• Entries supplied:
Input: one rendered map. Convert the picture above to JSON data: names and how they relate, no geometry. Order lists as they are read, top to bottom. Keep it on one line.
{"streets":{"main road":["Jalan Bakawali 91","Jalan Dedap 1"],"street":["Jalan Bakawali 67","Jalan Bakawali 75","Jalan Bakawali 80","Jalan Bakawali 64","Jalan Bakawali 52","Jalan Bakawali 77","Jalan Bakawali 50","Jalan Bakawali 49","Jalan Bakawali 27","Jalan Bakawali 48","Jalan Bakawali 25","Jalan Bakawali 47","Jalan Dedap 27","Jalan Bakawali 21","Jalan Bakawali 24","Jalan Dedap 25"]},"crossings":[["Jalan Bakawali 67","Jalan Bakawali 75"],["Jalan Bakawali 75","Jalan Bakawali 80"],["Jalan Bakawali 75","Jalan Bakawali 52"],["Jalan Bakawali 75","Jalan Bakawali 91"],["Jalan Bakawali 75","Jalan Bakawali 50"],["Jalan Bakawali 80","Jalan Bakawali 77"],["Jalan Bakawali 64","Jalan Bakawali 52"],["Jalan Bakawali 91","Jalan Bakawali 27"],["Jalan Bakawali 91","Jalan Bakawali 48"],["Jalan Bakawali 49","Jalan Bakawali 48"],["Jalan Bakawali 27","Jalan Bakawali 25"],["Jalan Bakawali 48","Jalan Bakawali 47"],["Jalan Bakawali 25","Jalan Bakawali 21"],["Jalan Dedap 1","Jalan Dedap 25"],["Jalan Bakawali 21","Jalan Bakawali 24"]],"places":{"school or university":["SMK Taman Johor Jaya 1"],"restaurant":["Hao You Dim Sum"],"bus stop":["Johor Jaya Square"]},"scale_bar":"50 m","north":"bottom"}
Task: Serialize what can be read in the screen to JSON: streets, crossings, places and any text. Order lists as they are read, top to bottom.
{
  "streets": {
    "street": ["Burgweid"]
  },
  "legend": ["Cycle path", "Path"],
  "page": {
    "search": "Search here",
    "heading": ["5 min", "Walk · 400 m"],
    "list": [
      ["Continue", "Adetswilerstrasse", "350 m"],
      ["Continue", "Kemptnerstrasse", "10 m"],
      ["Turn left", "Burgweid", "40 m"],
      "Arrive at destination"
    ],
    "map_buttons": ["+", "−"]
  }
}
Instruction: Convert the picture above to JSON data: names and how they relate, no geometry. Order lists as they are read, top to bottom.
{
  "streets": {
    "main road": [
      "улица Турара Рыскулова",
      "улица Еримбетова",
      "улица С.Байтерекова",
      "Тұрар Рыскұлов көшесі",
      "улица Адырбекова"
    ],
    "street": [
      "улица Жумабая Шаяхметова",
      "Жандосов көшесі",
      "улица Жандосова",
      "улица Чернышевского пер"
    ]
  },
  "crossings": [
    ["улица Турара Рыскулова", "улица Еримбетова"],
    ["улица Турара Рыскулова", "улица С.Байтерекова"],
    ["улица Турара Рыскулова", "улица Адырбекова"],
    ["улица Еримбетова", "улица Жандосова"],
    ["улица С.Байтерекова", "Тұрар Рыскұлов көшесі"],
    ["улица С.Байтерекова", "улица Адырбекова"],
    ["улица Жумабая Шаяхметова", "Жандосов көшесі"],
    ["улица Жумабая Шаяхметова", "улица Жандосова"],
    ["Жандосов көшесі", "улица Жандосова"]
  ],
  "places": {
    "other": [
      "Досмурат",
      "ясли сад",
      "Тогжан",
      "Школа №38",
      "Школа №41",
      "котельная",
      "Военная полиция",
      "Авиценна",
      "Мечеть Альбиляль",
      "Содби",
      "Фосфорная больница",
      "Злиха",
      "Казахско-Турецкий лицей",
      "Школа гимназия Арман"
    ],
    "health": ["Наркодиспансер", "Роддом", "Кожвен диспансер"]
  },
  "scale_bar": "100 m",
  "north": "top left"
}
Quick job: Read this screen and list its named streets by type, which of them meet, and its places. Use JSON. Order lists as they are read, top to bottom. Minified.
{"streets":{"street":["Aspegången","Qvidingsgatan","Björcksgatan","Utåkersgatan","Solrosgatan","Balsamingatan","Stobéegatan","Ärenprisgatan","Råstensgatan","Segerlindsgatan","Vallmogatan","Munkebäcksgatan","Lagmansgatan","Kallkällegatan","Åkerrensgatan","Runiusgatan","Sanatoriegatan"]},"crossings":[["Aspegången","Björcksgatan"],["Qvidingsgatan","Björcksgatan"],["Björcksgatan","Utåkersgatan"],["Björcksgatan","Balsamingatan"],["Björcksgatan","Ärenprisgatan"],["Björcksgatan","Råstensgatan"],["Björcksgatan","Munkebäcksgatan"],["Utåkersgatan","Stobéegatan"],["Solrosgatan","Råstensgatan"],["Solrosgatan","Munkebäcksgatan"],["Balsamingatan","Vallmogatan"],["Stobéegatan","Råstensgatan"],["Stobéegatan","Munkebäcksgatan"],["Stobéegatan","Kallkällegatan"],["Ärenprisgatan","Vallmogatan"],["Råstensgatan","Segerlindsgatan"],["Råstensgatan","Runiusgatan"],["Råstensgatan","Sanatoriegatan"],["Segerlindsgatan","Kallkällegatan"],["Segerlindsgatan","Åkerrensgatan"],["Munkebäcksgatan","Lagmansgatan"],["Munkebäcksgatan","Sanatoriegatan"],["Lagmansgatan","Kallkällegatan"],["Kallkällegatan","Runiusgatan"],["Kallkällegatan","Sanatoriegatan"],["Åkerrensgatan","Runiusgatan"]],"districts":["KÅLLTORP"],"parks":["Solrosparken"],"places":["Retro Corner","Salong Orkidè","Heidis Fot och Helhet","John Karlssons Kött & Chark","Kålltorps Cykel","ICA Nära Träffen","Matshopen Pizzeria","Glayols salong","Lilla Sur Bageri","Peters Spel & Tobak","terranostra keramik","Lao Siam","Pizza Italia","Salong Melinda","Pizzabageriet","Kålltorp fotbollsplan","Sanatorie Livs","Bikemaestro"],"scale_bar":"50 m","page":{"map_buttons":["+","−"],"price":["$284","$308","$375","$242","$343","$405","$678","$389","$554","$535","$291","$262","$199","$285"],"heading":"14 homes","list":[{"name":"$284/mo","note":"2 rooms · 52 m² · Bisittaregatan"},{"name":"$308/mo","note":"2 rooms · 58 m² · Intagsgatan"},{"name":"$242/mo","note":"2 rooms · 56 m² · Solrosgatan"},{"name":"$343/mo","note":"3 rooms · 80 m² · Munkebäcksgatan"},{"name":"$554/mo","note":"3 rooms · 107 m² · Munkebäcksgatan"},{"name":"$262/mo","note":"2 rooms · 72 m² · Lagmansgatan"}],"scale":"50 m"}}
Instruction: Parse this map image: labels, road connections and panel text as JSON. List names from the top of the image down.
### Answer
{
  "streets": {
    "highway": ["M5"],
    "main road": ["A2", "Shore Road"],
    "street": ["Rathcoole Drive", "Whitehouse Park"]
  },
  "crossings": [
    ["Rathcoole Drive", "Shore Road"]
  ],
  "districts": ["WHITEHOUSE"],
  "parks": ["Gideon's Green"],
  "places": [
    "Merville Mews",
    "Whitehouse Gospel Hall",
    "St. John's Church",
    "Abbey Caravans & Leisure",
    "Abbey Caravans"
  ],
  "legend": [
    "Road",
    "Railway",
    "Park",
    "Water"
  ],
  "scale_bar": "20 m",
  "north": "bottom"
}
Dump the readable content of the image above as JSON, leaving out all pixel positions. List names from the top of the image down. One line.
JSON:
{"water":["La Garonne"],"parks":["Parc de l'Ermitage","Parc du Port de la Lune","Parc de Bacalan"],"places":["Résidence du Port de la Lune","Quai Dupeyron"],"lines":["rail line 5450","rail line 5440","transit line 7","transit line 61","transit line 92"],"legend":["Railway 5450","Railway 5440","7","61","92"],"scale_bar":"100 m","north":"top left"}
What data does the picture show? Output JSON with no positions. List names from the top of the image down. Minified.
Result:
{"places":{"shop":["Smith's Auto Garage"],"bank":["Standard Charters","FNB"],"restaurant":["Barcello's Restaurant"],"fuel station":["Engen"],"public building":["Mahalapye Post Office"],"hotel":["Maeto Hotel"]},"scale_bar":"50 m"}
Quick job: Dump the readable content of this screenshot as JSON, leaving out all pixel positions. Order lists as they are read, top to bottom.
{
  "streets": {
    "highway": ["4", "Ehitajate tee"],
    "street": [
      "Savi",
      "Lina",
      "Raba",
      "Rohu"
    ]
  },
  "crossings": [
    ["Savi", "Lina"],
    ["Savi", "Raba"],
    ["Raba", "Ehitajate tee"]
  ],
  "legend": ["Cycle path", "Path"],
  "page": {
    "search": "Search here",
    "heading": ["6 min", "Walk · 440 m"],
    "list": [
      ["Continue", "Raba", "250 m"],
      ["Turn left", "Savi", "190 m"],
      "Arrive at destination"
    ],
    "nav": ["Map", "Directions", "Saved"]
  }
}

• Exercise prompt:
Report how many lines in the entries hold the string "left". Nothing but the number is wanted.

• Answer to the exercise:
4